A central difficulty for scientific naturalism is the "placement problem": how to situate phenomena such as consciousness (especially qualia), meaning, intentionality, moral values, and rational normativity within the purely physical or scientifically described world (Mitova, 2012; Macarthur, 2008; Spiegel, 2022). The scientific image of the world, focusing on particles, forces, and objective mechanisms, appears to offer no obvious "place" for these subjective, normative, or semantic dimensions of reality. If scientific naturalism cannot adequately accommodate these crucial features, it risks presenting an impoverished and incomplete account of the world and our place within it. The perceived failures or inherent limitations of strong reductionist programs and the persistent philosophical difficulties in formulating a satisfactory version of physicalism directly motivate the search for more expansive naturalistic alternatives. Liberal naturalism emerges as a response to these perceived shortcomings.

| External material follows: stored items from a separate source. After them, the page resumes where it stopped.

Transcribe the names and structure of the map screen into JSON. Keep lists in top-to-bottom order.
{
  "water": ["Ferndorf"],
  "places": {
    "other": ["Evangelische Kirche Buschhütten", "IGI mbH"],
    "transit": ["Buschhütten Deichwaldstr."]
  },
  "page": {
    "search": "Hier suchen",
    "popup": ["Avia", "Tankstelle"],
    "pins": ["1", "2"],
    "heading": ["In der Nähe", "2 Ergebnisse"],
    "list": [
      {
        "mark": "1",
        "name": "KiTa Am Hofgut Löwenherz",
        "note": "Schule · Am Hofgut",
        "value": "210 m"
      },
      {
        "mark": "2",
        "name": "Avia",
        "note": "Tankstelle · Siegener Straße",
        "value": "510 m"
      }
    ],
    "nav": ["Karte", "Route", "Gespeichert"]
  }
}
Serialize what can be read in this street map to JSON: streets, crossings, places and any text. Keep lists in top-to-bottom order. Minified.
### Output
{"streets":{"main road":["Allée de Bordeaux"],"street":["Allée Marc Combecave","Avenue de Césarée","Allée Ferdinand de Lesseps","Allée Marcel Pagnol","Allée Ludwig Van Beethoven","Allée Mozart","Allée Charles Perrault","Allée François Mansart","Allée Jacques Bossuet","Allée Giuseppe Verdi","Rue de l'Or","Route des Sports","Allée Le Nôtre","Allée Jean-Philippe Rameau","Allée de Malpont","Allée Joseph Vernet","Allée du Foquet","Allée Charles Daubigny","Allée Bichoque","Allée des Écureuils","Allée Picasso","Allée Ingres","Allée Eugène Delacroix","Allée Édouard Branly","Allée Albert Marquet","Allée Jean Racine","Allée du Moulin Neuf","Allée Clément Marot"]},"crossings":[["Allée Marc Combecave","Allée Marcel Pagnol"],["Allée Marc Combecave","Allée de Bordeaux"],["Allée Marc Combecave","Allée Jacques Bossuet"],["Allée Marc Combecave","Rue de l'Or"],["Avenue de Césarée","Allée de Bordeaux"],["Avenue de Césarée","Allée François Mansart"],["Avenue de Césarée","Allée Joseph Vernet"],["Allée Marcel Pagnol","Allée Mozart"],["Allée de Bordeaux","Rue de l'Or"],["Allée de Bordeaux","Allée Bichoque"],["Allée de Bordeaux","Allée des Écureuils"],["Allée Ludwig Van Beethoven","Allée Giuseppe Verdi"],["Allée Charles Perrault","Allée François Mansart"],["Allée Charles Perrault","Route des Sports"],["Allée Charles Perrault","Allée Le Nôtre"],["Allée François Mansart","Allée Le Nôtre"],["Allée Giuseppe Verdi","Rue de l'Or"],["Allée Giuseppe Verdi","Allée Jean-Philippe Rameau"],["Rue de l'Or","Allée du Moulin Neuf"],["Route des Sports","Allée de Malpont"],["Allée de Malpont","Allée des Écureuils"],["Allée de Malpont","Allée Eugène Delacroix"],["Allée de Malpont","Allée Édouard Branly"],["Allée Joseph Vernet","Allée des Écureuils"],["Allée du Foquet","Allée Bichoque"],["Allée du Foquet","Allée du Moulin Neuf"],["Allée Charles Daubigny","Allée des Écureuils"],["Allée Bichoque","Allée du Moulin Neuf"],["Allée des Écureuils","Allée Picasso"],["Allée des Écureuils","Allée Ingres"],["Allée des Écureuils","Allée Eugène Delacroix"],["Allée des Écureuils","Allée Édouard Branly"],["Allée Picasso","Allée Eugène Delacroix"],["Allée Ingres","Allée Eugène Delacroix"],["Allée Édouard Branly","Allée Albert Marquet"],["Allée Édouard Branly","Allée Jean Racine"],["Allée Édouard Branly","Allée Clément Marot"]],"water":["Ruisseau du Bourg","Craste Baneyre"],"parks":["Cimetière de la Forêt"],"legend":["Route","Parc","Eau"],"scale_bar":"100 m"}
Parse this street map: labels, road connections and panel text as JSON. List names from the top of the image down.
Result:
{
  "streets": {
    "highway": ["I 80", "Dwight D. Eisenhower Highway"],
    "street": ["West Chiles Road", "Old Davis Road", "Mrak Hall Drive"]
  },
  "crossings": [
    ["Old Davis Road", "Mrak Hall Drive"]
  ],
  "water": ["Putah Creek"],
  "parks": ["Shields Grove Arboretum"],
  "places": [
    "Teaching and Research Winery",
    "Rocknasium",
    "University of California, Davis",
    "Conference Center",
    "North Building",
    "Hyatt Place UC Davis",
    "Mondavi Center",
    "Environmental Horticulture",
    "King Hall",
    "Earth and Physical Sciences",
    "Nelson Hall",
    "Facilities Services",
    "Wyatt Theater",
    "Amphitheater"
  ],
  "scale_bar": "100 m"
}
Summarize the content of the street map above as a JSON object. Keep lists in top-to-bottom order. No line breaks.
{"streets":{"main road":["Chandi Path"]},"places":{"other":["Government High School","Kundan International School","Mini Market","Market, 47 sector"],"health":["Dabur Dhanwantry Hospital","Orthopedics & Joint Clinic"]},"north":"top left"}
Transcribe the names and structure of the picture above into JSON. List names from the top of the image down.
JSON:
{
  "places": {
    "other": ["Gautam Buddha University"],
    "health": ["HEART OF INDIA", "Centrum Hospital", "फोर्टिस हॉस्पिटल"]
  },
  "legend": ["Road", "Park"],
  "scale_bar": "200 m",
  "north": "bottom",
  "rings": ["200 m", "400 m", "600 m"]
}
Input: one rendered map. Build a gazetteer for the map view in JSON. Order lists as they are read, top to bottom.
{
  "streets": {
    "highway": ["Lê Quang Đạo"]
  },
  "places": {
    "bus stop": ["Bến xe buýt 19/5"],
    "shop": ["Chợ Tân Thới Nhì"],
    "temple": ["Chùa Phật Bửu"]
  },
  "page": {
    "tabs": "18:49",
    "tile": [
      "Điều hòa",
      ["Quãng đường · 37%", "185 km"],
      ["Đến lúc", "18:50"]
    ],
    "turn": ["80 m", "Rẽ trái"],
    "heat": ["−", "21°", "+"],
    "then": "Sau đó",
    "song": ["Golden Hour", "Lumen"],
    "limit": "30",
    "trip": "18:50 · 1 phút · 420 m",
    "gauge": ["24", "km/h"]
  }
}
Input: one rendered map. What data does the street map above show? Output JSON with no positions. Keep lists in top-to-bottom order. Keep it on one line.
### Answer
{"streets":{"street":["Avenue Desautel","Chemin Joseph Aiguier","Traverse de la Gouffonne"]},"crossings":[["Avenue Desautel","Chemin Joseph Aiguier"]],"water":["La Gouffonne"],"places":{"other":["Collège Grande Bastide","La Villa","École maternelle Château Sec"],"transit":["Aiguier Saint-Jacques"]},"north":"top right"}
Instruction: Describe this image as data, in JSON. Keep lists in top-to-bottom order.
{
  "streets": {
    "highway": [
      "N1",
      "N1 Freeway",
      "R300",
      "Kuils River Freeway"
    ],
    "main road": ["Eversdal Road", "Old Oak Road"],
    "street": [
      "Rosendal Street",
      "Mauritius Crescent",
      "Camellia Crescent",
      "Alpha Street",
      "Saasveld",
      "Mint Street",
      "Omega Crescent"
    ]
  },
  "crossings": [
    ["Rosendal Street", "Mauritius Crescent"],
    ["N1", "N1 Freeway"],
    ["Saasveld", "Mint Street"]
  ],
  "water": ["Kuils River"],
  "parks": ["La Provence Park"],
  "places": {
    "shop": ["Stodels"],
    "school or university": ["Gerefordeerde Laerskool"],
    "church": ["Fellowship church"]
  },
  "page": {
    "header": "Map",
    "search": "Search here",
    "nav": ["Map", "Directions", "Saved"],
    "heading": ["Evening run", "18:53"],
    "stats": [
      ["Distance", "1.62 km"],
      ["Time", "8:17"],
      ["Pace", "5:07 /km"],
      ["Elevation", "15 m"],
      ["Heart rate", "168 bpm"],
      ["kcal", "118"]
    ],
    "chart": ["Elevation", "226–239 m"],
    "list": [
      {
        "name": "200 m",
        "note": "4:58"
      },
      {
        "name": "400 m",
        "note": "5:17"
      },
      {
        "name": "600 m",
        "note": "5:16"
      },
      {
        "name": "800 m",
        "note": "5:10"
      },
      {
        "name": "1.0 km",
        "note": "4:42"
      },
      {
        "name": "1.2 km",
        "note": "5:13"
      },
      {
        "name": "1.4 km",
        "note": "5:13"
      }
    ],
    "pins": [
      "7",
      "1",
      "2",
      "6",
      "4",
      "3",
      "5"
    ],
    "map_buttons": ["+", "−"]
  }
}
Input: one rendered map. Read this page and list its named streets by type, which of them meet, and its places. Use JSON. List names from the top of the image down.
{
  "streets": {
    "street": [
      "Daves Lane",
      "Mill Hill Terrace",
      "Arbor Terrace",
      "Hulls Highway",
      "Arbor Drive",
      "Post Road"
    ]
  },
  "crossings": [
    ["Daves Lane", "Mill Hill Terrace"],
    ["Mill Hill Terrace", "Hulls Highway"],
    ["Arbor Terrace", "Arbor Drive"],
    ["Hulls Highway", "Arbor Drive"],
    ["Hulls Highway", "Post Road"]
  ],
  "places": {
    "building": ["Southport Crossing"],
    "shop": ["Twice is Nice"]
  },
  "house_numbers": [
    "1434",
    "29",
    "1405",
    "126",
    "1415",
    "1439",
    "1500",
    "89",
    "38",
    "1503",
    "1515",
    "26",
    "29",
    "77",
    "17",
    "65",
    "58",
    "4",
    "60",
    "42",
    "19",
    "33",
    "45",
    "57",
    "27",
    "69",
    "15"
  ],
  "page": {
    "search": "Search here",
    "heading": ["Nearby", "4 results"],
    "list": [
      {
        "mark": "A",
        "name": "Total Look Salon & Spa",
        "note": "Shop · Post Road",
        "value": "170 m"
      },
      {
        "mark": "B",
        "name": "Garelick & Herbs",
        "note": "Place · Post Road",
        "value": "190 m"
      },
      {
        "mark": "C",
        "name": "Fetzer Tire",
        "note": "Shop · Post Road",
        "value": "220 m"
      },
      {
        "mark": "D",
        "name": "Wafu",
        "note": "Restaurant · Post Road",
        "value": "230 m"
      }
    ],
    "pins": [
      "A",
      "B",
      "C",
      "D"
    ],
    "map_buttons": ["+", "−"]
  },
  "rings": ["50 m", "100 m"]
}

B. The Contributions of MacArthur and DeCaro
Philosophers Mario DeCaro and David Macarthur have been pivotal in articulating and popularizing the concept of "Liberal Naturalism," notably through their edited volumes Naturalism in Question (DeCaro & Macarthur, 2004) and Naturalism and Normativity (DeCaro & Macarthur, 2010) (Mitova, 2012). Their work, and that of like-minded philosophers, aims to carve out a naturalistic position that is broader and more accommodating than restrictive scientific naturalism.
Liberal naturalism explicitly rejects the claim that "modern natural science provides... the only true picture of nature" or that its methods are the sole legitimate means of acquiring knowledge (Chudnoff, 2007, quoting DeCaro & Macarthur, 2004, p. 4). Instead, it strives for a "more inclusive conception of nature than any provided by the natural sciences" (Chudnoff, 2007, quoting DeCaro & Macarthur, 2004, p. 1). A defining feature of liberal naturalism is its rejection of either the stringent ontological claims (that only scientific posits exist) or the restrictive methodological claims (that philosophy must mimic science) of its scientific counterpart, or indeed both (Mitova, 2012). This broader framework seeks to make room for "controversial entities" or phenomena—such as moral facts, phenomenological experiences, and intentional states—and acknowledges a plurality of ways of understanding, including modes of inquiry that may be non-scientific yet remain non-supernatural (Mitova, 2012).
David Macarthur (2008), for instance, develops a form of liberal naturalism informed by pragmatism and metaphysical quietism. This approach seeks to resolve the placement problem for normativity not by trying to find an ontological "location" for norms within the physical world, but by reconceiving the issue as one concerning how best to philosophize about our existing normative practices. This involves a methodological naturalism that emphasizes understanding these practices from within, rather than reducing them to non-normative scientific descriptions (Macarthur, 2008). Mario DeCaro's work on "Varieties of Naturalism" (DeCaro, 2010) further explores the diverse landscape of naturalistic thought, distinguishing stricter scientific or reductive forms from more liberal and expansive ones. Liberal naturalism is often presented as a "middle passage" (Spiegel, 2022), navigating between the perceived austerity of scientific naturalism and any appeal to supernatural explanations.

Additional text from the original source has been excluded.